Top of MATERIAL SHOWN

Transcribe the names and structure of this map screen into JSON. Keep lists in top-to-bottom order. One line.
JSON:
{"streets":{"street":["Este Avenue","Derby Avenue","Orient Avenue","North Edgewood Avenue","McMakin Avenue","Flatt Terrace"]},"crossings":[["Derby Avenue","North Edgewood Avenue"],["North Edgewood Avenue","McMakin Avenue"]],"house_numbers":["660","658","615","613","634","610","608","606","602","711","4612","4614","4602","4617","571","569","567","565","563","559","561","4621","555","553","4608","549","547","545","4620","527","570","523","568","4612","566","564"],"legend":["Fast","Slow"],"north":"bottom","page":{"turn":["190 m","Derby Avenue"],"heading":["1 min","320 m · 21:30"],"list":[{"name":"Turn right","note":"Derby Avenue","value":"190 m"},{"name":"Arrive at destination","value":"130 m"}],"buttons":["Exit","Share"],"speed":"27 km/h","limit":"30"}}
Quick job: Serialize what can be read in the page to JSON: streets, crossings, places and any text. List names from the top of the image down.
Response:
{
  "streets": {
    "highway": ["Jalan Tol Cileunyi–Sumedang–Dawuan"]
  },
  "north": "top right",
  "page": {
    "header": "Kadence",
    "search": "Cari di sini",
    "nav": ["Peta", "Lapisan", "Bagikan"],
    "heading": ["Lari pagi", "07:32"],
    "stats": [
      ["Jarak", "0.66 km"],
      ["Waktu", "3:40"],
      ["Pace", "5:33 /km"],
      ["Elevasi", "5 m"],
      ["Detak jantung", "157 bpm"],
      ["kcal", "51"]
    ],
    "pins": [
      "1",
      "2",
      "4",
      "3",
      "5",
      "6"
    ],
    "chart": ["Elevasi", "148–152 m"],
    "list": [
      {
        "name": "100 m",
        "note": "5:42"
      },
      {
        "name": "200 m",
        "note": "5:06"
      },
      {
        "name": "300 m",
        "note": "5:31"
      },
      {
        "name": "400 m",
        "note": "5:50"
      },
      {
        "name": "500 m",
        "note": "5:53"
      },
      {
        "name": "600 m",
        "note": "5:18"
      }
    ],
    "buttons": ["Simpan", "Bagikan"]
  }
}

Bottom of MATERIAL SHOWN

WHAT YOU SHOULD DO:
Each record above should be set down again in its exact wording.

EXERCISE ANSWER:
Transcribe the names and structure of this map screen into JSON. Keep lists in top-to-bottom order. One line.
JSON:
{"streets":{"street":["Este Avenue","Derby Avenue","Orient Avenue","North Edgewood Avenue","McMakin Avenue","Flatt Terrace"]},"crossings":[["Derby Avenue","North Edgewood Avenue"],["North Edgewood Avenue","McMakin Avenue"]],"house_numbers":["660","658","615","613","634","610","608","606","602","711","4612","4614","4602","4617","571","569","567","565","563","559","561","4621","555","553","4608","549","547","545","4620","527","570","523","568","4612","566","564"],"legend":["Fast","Slow"],"north":"bottom","page":{"turn":["190 m","Derby Avenue"],"heading":["1 min","320 m · 21:30"],"list":[{"name":"Turn right","note":"Derby Avenue","value":"190 m"},{"name":"Arrive at destination","value":"130 m"}],"buttons":["Exit","Share"],"speed":"27 km/h","limit":"30"}}
Quick job: Serialize what can be read in the page to JSON: streets, crossings, places and any text. List names from the top of the image down.
Response:
{
  "streets": {
    "highway": ["Jalan Tol Cileunyi–Sumedang–Dawuan"]
  },
  "north": "top right",
  "page": {
    "header": "Kadence",
    "search": "Cari di sini",
    "nav": ["Peta", "Lapisan", "Bagikan"],
    "heading": ["Lari pagi", "07:32"],
    "stats": [
      ["Jarak", "0.66 km"],
      ["Waktu", "3:40"],
      ["Pace", "5:33 /km"],
      ["Elevasi", "5 m"],
      ["Detak jantung", "157 bpm"],
      ["kcal", "51"]
    ],
    "pins": [
      "1",
      "2",
      "4",
      "3",
      "5",
      "6"
    ],
    "chart": ["Elevasi", "148–152 m"],
    "list": [
      {
        "name": "100 m",
        "note": "5:42"
      },
      {
        "name": "200 m",
        "note": "5:06"
      },
      {
        "name": "300 m",
        "note": "5:31"
      },
      {
        "name": "400 m",
        "note": "5:50"
      },
      {
        "name": "500 m",
        "note": "5:53"
      },
      {
        "name": "600 m",
        "note": "5:18"
      }
    ],
    "buttons": ["Simpan", "Bagikan"]
  }
}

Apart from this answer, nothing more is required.